[Stored data]
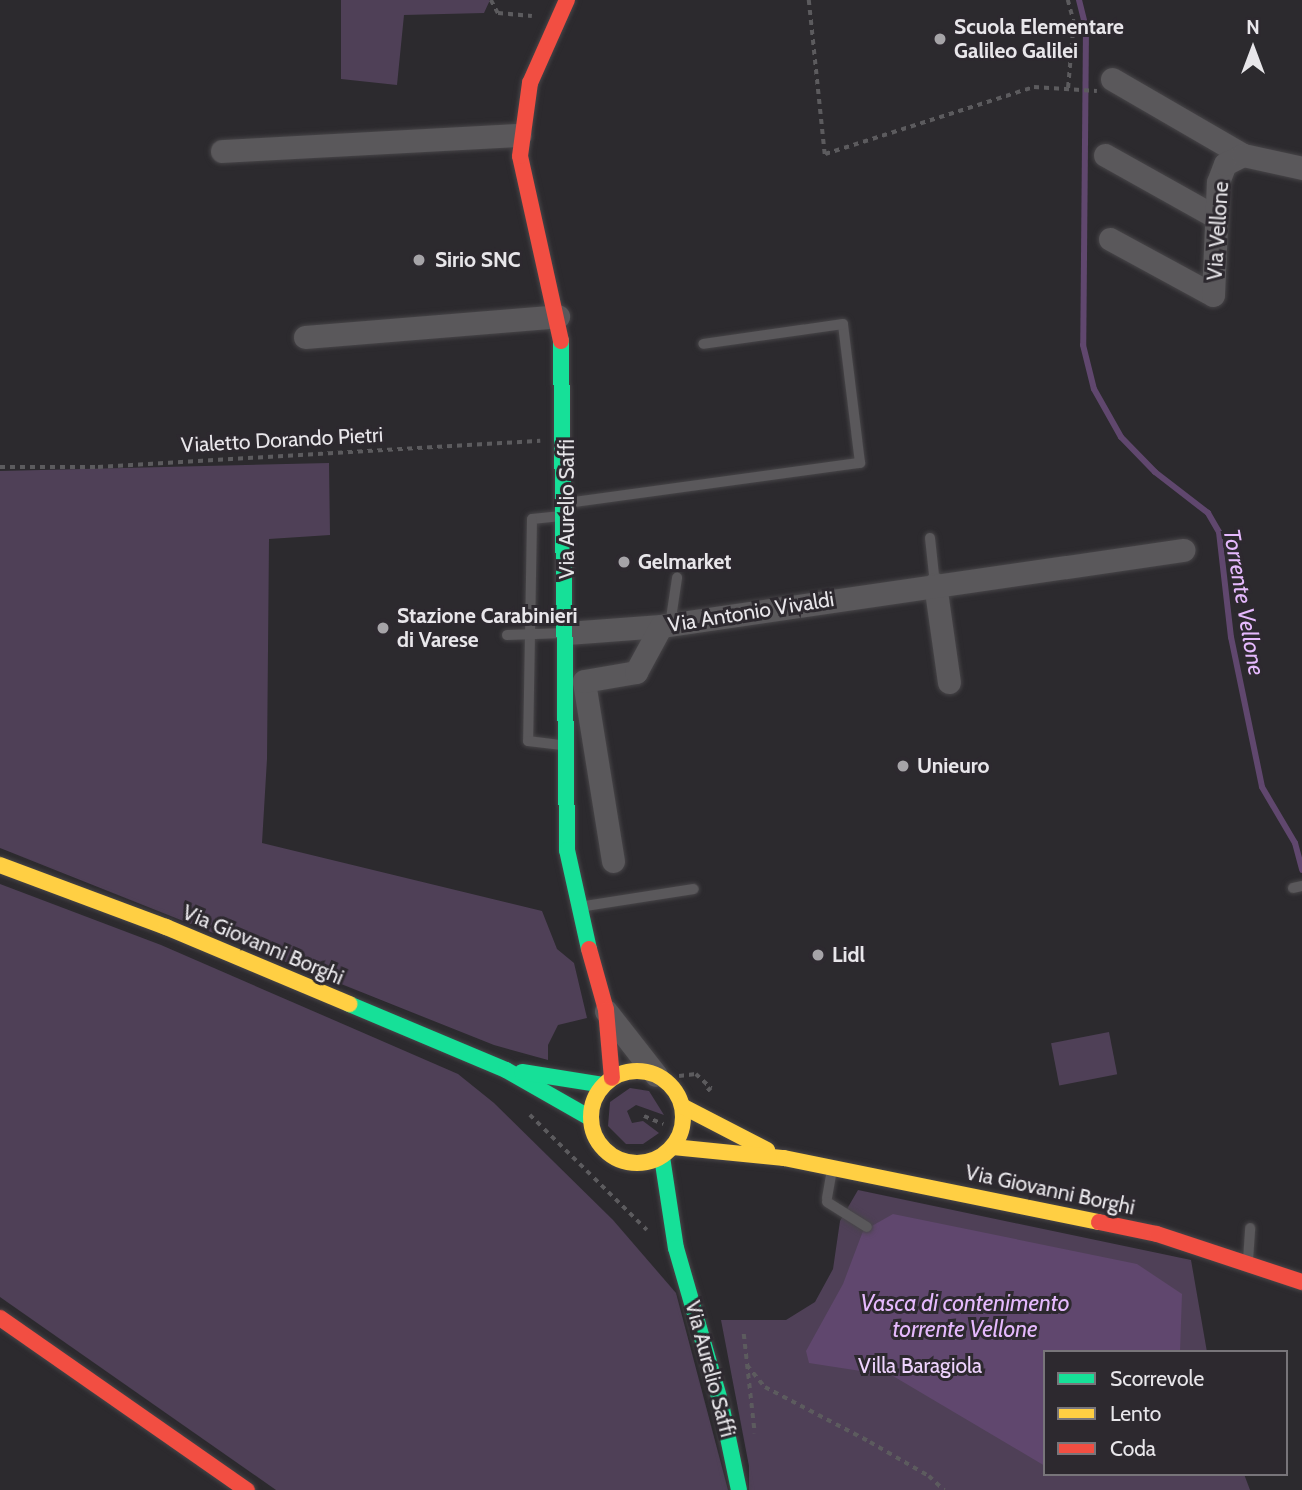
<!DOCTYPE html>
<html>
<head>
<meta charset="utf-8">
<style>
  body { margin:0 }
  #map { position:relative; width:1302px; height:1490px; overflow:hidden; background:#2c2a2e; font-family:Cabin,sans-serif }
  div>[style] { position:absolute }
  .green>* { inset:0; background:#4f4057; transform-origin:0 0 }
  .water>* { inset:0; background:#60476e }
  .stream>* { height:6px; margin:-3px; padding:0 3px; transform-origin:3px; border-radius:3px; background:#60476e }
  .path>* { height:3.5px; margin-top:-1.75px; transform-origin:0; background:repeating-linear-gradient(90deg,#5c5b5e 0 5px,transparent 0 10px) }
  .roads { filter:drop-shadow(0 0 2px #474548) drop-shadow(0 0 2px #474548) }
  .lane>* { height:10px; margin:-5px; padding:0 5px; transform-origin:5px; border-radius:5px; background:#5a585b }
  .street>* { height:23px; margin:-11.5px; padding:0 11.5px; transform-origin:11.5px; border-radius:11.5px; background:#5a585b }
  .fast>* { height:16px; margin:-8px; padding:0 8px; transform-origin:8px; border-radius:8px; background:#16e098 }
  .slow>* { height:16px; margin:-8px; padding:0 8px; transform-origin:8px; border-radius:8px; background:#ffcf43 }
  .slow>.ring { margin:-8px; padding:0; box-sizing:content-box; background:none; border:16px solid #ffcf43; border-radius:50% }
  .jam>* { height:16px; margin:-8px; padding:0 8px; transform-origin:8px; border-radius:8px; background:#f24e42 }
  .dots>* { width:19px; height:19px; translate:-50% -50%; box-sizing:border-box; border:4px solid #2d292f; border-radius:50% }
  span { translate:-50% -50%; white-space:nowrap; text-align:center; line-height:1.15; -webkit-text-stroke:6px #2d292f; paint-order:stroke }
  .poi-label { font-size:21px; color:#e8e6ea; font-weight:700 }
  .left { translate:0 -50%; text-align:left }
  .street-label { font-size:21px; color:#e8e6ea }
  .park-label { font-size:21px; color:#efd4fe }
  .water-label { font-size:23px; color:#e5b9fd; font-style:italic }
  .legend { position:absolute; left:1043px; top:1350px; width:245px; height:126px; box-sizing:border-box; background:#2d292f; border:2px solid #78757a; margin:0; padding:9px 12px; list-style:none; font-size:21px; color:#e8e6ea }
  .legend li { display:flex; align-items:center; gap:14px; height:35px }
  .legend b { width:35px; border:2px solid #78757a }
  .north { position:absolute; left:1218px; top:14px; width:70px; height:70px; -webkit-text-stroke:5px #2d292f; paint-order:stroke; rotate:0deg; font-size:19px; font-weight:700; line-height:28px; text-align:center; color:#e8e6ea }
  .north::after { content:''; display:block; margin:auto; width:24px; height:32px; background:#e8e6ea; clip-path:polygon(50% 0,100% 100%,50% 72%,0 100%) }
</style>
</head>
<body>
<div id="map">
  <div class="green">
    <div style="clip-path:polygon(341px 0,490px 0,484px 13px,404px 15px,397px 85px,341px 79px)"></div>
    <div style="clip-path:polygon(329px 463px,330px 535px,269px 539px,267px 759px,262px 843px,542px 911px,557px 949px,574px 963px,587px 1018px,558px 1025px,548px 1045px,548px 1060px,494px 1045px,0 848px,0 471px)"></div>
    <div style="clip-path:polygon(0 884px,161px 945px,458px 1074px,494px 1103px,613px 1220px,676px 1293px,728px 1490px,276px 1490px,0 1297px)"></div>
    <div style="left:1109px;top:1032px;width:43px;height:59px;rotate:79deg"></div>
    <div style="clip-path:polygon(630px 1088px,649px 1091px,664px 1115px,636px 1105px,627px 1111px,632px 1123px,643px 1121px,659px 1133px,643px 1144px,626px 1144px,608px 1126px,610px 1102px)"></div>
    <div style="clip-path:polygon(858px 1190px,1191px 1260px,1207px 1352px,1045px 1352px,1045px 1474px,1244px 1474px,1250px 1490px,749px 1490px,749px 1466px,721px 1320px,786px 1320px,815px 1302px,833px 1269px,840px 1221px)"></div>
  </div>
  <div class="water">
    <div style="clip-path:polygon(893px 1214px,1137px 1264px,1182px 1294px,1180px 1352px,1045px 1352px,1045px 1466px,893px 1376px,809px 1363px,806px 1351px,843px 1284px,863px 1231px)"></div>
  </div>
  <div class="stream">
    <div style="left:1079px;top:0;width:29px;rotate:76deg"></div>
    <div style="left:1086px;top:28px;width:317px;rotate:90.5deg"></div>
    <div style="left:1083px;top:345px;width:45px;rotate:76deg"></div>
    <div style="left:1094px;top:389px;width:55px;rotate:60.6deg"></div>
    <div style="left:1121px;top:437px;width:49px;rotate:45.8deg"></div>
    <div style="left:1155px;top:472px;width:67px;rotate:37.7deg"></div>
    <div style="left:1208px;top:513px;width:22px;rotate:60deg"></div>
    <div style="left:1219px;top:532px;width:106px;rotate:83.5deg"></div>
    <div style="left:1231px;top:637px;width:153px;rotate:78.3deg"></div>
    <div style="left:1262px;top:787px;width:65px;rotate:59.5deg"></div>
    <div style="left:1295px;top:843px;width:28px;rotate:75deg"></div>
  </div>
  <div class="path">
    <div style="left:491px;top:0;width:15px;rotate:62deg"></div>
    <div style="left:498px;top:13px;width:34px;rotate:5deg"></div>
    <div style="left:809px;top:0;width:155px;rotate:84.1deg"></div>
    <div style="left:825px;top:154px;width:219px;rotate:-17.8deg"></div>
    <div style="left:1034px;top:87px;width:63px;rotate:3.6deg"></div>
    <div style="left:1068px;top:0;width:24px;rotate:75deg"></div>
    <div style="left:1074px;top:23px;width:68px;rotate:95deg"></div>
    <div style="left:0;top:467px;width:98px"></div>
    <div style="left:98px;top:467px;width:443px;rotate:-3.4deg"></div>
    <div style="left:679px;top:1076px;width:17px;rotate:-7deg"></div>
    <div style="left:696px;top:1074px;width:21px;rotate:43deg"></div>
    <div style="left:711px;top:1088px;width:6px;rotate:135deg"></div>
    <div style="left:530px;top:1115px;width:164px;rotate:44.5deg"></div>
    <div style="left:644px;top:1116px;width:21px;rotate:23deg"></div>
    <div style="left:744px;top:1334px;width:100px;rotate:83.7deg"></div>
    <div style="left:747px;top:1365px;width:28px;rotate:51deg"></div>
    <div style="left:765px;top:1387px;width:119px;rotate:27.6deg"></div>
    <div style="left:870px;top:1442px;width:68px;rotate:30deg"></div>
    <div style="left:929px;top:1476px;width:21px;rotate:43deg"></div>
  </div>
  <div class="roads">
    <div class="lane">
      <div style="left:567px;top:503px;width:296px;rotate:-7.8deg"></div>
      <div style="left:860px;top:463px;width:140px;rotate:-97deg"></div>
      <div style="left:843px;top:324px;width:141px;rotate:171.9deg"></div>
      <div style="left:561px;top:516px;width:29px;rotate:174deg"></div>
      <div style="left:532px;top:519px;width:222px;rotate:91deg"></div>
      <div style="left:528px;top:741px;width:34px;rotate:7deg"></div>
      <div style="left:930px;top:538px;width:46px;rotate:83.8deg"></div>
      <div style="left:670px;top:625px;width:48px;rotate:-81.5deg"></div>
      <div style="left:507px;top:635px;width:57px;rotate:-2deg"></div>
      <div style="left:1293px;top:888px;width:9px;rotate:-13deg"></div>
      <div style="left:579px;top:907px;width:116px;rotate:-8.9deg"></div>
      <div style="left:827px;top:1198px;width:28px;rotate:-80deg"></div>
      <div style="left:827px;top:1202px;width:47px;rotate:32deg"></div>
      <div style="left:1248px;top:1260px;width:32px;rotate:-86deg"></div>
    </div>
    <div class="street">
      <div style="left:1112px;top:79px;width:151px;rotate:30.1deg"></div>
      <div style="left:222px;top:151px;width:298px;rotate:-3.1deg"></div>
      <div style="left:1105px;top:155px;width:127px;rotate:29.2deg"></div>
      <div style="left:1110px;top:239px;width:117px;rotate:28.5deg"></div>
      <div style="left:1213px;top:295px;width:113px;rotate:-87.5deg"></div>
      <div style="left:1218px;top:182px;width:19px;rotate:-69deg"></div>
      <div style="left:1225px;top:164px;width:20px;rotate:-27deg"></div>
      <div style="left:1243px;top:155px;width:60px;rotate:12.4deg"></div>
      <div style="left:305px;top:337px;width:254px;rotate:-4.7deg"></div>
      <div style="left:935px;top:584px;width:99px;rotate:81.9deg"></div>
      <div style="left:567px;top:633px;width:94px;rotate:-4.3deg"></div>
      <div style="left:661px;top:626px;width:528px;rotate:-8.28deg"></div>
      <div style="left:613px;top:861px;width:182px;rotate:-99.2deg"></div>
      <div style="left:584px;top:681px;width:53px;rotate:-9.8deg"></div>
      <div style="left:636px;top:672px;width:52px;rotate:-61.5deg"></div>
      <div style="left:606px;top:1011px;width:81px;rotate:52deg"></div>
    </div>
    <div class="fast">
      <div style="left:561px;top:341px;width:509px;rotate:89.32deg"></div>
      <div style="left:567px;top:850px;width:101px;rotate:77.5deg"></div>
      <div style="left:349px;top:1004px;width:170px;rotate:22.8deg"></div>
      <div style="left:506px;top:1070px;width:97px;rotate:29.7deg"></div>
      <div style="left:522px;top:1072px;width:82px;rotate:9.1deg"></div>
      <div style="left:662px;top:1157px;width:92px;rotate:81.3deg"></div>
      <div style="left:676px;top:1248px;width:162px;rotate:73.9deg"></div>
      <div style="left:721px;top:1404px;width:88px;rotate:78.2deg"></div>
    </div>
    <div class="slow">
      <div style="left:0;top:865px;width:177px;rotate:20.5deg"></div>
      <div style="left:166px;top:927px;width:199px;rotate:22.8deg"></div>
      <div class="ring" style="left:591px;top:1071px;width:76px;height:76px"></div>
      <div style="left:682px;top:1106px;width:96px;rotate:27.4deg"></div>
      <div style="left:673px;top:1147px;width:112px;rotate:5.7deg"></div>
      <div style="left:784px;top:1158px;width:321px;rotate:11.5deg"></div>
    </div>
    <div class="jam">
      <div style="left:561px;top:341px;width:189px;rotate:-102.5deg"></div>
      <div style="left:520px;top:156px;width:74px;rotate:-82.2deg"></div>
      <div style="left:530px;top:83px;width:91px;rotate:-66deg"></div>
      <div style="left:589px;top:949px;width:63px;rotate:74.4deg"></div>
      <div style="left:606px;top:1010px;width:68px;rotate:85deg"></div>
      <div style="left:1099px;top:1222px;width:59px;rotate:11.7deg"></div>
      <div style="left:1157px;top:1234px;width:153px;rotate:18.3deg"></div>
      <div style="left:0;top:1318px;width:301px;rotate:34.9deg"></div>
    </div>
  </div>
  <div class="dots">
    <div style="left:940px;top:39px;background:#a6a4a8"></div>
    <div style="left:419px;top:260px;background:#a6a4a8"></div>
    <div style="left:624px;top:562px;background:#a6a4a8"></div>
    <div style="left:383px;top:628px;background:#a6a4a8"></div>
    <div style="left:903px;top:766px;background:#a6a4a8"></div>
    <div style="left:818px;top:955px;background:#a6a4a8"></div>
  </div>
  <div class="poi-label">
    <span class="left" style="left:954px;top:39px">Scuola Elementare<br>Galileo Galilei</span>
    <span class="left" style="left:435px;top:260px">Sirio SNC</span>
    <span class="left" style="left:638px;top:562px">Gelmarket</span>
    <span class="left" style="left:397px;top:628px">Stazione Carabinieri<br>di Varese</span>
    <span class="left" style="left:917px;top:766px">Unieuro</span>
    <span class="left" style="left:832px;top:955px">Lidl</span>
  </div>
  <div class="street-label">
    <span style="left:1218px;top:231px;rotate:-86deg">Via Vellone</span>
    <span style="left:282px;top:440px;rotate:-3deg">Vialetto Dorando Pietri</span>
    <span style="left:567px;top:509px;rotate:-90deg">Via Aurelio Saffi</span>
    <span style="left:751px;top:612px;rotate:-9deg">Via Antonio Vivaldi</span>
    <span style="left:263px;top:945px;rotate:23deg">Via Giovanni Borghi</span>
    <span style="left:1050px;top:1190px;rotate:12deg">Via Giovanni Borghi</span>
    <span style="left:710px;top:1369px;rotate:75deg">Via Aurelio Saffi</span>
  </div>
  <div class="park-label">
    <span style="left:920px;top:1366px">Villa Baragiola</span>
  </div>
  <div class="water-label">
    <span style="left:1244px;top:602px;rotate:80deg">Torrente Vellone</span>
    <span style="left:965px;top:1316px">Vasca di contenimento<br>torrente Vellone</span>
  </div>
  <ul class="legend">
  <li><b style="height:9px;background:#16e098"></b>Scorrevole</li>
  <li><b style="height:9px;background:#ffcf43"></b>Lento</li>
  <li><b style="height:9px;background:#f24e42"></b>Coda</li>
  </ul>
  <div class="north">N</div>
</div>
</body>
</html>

### DIRECTIONS:
What is needed is an exact copy of each line from the top of the data above through the line containing "height:6px; margin:-3px; padding:0", with no pictures.

### SOLUTION TO THE PROBLEM:
<!DOCTYPE html>
<html>
<head>
<meta charset="utf-8">
<style>
  body { margin:0 }
  #map { position:relative; width:1302px; height:1490px; overflow:hidden; background:#2c2a2e; font-family:Cabin,sans-serif }
  div>[style] { position:absolute }
  .green>* { inset:0; background:#4f4057; transform-origin:0 0 }
  .water>* { inset:0; background:#60476e }
  .stream>* { height:6px; margin:-3px; padding:0 3px; transform-origin:3px; border-radius:3px; background:#60476e }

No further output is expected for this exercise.